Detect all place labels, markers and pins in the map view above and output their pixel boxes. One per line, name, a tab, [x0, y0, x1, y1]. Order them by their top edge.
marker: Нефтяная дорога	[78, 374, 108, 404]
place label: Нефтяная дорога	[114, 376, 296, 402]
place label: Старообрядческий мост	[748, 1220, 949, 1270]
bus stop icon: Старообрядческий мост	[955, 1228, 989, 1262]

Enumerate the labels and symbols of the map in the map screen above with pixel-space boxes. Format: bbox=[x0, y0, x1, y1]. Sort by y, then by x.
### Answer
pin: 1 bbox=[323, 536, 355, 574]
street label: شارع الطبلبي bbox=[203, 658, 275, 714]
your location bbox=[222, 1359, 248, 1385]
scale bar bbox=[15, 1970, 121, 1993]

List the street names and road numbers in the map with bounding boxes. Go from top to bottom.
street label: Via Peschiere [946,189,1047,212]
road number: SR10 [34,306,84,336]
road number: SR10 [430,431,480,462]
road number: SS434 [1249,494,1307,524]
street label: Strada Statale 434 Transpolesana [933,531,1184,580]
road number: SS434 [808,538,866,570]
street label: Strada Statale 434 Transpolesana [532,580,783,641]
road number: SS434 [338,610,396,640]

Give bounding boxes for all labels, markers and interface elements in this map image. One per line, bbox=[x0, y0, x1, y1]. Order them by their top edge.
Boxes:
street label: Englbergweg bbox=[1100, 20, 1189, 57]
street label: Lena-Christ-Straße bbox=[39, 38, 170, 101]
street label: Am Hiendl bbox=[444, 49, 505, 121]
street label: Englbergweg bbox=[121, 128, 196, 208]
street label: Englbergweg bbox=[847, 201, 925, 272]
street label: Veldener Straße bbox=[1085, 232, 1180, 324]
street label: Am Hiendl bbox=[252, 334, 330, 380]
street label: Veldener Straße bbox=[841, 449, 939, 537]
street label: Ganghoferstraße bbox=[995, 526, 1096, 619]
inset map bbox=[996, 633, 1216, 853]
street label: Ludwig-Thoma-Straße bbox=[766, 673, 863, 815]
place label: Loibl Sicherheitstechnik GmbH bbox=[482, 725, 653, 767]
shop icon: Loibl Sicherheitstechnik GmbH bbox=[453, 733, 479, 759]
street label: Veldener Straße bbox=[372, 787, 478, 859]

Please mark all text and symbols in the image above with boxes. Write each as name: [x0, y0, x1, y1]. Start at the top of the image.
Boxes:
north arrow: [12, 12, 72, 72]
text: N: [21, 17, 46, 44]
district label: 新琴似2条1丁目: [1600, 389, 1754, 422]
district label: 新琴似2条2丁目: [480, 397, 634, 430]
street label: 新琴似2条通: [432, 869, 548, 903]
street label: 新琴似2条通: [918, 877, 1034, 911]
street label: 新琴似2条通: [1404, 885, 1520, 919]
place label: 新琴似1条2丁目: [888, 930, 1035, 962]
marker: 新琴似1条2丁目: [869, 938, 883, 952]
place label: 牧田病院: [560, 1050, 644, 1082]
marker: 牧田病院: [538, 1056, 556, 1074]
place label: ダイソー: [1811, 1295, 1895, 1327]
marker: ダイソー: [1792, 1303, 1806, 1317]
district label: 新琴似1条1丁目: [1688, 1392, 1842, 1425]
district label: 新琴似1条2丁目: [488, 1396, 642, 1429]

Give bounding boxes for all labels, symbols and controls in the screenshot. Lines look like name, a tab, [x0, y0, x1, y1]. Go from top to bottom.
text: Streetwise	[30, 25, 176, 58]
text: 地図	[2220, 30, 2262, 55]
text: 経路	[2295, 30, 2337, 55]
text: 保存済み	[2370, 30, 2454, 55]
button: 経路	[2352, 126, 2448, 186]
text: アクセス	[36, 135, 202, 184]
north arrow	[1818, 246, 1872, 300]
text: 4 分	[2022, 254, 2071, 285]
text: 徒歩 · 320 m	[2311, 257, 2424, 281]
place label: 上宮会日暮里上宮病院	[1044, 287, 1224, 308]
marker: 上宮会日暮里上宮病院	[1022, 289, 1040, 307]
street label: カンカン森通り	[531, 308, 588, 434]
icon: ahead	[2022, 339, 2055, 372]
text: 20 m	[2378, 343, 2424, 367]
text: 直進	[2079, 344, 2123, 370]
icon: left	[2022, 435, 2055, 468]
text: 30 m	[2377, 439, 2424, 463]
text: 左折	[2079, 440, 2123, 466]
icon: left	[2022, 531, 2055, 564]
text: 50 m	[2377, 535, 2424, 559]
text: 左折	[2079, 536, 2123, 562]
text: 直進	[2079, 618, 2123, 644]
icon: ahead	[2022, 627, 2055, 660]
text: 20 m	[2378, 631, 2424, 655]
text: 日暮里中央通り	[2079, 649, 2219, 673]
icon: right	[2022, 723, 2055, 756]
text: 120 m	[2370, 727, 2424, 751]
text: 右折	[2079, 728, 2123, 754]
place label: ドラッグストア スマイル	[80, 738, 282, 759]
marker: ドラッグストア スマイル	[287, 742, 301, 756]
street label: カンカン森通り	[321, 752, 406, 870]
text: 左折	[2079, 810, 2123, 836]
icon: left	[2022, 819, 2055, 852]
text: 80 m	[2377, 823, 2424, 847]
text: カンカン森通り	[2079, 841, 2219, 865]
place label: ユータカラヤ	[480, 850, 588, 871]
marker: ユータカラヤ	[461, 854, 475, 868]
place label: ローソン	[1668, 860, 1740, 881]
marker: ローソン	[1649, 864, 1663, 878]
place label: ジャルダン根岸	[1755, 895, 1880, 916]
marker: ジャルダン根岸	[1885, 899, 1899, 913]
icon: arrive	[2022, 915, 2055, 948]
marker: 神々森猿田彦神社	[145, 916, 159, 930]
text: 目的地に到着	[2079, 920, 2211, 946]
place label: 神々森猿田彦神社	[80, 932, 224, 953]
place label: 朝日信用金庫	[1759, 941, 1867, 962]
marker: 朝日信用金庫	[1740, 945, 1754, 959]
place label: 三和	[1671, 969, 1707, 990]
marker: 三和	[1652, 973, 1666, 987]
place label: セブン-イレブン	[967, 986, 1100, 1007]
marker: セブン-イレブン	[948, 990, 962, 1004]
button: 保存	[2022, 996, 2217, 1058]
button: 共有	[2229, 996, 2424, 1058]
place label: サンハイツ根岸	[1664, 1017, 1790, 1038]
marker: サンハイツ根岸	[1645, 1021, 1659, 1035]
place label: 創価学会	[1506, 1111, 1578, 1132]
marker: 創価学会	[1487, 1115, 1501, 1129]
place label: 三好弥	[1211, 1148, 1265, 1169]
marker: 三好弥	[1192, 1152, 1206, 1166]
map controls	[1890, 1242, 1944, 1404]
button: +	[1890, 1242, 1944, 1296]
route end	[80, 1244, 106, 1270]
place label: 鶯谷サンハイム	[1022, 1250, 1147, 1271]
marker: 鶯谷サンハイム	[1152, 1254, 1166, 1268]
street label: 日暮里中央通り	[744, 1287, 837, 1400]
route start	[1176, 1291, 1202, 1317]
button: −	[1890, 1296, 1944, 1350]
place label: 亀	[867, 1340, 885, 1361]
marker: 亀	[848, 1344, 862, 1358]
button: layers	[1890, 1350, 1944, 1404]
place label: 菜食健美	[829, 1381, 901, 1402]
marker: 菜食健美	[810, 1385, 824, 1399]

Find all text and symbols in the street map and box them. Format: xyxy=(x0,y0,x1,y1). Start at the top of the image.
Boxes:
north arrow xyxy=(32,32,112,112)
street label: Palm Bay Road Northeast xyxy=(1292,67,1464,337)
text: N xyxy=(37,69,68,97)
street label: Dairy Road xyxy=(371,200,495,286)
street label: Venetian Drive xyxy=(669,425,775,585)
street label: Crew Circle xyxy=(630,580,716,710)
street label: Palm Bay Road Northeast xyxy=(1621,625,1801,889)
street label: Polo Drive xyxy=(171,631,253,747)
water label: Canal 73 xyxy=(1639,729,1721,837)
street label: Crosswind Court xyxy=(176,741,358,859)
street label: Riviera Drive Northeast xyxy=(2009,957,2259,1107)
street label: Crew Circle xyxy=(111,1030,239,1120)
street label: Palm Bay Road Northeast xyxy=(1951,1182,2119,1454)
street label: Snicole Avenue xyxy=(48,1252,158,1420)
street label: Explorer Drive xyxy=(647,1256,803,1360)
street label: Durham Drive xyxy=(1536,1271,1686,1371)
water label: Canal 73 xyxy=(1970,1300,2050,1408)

**WHAT THE EXERCISE ASKS**
The exact lines of the material above starting at the one that contains "Enumerate the labels" and ending at the one that contains "Please mark all" are what to retype; leave out everything else.

**SOLUTION BELOW**
Enumerate the labels and symbols of the map in the map screen above with pixel-space boxes. Format: bbox=[x0, y0, x1, y1]. Sort by y, then by x.
### Answer
pin: 1 bbox=[323, 536, 355, 574]
street label: شارع الطبلبي bbox=[203, 658, 275, 714]
your location bbox=[222, 1359, 248, 1385]
scale bar bbox=[15, 1970, 121, 1993]

List the street names and road numbers in the map with bounding boxes. Go from top to bottom.
street label: Via Peschiere [946,189,1047,212]
road number: SR10 [34,306,84,336]
road number: SR10 [430,431,480,462]
road number: SS434 [1249,494,1307,524]
street label: Strada Statale 434 Transpolesana [933,531,1184,580]
road number: SS434 [808,538,866,570]
street label: Strada Statale 434 Transpolesana [532,580,783,641]
road number: SS434 [338,610,396,640]

Give bounding boxes for all labels, markers and interface elements in this map image. One per line, bbox=[x0, y0, x1, y1]. Order them by their top edge.
Boxes:
street label: Englbergweg bbox=[1100, 20, 1189, 57]
street label: Lena-Christ-Straße bbox=[39, 38, 170, 101]
street label: Am Hiendl bbox=[444, 49, 505, 121]
street label: Englbergweg bbox=[121, 128, 196, 208]
street label: Englbergweg bbox=[847, 201, 925, 272]
street label: Veldener Straße bbox=[1085, 232, 1180, 324]
street label: Am Hiendl bbox=[252, 334, 330, 380]
street label: Veldener Straße bbox=[841, 449, 939, 537]
street label: Ganghoferstraße bbox=[995, 526, 1096, 619]
inset map bbox=[996, 633, 1216, 853]
street label: Ludwig-Thoma-Straße bbox=[766, 673, 863, 815]
place label: Loibl Sicherheitstechnik GmbH bbox=[482, 725, 653, 767]
shop icon: Loibl Sicherheitstechnik GmbH bbox=[453, 733, 479, 759]
street label: Veldener Straße bbox=[372, 787, 478, 859]

Please mark all text and symbols in the image above with boxes. Write each as name: [x0, y0, x1, y1]. Start at the top of the image.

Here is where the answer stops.